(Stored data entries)
=== Begin Enclosure ===

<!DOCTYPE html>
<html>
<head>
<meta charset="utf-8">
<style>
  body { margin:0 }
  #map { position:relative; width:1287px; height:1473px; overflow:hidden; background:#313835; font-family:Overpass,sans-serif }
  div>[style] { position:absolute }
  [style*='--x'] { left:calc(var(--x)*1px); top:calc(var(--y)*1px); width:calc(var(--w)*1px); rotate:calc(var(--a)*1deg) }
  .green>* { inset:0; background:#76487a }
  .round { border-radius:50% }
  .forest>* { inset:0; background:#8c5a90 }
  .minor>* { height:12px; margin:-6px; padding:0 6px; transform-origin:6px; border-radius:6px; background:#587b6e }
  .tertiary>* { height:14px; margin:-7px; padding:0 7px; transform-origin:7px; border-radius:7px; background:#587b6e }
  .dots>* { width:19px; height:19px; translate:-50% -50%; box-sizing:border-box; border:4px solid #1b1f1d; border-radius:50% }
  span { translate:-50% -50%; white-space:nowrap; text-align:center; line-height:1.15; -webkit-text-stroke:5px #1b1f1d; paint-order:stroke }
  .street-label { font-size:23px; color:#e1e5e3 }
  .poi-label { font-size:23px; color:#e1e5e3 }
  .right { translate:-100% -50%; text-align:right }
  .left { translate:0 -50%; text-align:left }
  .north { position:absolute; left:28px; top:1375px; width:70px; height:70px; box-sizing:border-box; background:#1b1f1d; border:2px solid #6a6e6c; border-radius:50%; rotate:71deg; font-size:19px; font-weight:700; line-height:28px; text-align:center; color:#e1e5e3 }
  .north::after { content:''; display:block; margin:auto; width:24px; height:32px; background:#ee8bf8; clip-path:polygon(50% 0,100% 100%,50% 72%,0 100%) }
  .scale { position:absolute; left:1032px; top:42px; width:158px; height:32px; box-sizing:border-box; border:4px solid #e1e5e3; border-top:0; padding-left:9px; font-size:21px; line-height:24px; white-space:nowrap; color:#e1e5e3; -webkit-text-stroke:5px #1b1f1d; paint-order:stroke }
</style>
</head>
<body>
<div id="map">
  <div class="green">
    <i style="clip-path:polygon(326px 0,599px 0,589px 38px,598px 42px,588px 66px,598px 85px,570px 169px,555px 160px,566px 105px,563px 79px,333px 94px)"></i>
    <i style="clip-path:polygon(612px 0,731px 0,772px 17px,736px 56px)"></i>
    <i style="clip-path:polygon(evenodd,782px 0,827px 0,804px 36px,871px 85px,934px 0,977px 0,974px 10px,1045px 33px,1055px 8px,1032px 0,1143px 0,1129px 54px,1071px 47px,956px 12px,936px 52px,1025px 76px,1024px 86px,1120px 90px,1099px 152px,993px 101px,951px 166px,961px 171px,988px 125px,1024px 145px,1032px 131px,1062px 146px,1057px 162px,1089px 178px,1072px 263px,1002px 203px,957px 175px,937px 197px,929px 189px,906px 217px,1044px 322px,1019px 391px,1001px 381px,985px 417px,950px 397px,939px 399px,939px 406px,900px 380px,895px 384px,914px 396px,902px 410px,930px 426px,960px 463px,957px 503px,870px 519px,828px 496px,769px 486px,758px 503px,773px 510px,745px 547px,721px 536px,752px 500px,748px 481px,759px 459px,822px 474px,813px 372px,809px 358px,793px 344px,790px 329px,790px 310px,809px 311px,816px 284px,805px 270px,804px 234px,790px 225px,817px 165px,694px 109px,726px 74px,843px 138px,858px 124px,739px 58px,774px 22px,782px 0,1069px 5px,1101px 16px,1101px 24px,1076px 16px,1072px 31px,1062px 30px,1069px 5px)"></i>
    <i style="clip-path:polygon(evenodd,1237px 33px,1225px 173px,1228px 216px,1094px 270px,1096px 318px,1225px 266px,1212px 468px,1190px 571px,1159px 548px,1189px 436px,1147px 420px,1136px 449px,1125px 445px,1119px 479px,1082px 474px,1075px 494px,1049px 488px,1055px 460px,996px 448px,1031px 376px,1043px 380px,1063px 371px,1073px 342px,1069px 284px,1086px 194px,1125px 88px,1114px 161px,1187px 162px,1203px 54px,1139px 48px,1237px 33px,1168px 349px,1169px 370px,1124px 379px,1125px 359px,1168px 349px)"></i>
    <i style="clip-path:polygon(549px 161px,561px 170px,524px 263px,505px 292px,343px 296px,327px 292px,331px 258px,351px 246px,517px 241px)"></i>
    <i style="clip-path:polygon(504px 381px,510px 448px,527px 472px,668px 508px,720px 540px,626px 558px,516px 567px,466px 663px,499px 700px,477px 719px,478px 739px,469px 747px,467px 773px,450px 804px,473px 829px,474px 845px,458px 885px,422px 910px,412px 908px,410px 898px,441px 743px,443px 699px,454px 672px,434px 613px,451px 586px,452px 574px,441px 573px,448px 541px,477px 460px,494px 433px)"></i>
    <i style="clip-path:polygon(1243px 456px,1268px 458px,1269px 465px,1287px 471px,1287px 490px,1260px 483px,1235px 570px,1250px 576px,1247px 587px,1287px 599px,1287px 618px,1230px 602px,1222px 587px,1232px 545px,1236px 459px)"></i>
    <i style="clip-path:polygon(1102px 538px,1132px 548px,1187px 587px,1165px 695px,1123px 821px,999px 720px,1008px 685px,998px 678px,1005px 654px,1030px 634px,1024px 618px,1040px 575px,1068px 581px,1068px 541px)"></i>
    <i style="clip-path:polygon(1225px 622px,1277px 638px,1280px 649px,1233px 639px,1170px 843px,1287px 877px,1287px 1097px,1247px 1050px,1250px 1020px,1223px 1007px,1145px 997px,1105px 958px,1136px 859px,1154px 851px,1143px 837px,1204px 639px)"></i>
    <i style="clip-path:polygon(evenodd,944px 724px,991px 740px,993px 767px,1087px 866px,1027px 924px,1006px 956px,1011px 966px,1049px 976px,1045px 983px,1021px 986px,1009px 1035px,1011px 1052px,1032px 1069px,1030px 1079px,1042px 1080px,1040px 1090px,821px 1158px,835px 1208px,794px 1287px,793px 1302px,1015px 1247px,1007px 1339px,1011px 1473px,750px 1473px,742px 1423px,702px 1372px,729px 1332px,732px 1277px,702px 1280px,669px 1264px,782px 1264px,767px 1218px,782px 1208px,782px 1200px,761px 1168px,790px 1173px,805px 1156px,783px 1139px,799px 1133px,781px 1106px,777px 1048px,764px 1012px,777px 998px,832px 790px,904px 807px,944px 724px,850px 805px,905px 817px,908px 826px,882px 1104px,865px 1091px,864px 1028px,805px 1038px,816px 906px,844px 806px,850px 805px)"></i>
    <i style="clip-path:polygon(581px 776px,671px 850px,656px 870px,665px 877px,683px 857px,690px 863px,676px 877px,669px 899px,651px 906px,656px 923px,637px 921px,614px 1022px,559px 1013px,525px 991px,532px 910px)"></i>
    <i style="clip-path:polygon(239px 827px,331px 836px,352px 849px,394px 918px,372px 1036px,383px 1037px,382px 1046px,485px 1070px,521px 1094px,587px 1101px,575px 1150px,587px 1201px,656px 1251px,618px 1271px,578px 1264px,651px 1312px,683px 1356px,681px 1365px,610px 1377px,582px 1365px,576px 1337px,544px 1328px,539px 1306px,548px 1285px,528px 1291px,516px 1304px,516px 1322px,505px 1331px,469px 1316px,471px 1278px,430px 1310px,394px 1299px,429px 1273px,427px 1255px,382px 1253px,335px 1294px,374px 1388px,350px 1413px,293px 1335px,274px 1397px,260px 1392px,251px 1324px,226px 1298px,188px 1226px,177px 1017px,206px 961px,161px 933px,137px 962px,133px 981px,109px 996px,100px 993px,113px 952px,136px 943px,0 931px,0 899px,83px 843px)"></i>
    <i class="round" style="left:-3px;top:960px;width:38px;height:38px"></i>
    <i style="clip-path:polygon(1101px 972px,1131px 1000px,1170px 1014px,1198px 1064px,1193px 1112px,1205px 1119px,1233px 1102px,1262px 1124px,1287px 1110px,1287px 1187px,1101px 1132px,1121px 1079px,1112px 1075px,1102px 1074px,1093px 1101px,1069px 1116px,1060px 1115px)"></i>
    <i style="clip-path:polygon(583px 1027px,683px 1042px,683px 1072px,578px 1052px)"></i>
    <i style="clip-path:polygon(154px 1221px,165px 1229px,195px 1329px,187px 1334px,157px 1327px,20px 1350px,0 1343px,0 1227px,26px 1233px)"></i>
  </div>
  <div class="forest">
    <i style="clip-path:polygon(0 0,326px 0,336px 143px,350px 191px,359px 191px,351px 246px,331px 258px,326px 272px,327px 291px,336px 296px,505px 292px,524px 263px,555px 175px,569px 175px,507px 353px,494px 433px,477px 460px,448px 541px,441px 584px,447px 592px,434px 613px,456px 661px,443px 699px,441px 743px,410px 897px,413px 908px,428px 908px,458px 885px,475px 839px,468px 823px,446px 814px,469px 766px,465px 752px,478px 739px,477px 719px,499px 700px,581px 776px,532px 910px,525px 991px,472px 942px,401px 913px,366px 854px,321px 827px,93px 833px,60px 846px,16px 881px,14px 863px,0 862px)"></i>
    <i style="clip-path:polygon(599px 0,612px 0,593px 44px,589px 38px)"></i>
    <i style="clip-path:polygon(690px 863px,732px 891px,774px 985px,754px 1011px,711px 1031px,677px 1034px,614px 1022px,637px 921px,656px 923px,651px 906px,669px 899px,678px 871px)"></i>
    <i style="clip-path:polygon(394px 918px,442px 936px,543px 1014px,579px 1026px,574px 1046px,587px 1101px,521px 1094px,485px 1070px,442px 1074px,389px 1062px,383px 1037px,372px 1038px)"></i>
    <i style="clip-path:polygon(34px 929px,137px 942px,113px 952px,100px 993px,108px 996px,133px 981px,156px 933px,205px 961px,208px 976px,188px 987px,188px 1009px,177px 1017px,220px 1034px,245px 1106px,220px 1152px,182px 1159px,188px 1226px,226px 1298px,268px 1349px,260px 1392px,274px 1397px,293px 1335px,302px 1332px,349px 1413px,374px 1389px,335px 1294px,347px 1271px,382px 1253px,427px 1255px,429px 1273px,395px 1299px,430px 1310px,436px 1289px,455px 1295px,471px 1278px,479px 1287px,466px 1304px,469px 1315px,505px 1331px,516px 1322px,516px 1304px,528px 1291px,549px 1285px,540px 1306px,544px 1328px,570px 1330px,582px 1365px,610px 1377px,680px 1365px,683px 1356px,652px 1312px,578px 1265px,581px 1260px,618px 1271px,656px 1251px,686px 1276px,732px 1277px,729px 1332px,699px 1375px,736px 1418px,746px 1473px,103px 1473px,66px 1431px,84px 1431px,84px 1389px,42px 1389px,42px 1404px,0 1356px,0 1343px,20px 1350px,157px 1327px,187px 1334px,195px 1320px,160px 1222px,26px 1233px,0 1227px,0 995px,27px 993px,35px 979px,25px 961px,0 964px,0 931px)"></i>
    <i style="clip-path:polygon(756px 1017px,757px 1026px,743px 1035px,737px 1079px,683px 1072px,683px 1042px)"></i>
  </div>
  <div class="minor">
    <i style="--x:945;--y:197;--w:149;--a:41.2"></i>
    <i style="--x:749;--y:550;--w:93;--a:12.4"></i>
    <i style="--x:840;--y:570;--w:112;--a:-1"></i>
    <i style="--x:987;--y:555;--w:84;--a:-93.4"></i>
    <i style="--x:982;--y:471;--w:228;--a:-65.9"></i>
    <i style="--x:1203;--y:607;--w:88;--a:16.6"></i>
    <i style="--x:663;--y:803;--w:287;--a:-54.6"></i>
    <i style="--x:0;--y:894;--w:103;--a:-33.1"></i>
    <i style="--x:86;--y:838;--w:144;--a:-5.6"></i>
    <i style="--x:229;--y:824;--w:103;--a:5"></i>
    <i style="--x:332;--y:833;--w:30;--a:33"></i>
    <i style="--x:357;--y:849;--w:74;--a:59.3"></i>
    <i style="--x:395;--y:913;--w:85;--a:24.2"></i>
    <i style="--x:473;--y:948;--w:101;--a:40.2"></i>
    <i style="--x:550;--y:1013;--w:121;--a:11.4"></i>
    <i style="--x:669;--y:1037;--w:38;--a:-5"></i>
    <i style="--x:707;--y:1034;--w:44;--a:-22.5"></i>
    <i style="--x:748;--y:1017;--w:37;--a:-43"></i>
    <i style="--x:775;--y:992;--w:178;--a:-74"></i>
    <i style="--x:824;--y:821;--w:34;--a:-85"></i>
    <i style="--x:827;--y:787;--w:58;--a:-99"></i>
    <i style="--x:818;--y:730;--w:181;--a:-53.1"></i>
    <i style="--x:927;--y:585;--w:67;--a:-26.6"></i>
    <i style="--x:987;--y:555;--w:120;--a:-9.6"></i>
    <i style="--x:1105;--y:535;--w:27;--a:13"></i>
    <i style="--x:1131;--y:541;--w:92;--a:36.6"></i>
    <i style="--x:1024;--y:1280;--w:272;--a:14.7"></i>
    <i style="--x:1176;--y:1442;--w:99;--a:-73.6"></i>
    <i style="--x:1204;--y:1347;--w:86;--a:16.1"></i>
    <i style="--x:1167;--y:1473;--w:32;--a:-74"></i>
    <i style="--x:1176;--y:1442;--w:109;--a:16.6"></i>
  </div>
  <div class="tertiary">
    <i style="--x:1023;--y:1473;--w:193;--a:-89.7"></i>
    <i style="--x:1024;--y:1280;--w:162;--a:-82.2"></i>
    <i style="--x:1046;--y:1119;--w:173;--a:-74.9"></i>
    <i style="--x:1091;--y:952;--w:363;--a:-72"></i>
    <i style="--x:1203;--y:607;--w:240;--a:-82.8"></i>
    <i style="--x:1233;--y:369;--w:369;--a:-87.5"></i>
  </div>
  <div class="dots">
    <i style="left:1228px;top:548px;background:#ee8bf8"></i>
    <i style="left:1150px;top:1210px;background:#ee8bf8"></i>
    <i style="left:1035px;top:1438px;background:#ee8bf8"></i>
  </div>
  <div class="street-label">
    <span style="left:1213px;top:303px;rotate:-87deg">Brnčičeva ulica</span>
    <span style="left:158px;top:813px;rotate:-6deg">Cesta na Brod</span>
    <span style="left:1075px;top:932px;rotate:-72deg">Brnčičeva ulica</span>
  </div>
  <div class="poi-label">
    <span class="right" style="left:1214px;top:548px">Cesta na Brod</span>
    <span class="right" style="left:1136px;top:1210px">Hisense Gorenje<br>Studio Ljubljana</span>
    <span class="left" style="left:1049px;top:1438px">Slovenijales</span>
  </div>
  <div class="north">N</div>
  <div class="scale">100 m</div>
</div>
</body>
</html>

=== End Enclosure ===

(EXERCISE)
Pull every line containing "inset" out of the data above.

(RESULT OF THE EXERCISE)
  .green>* { inset:0; background:#76487a }
  .forest>* { inset:0; background:#8c5a90 }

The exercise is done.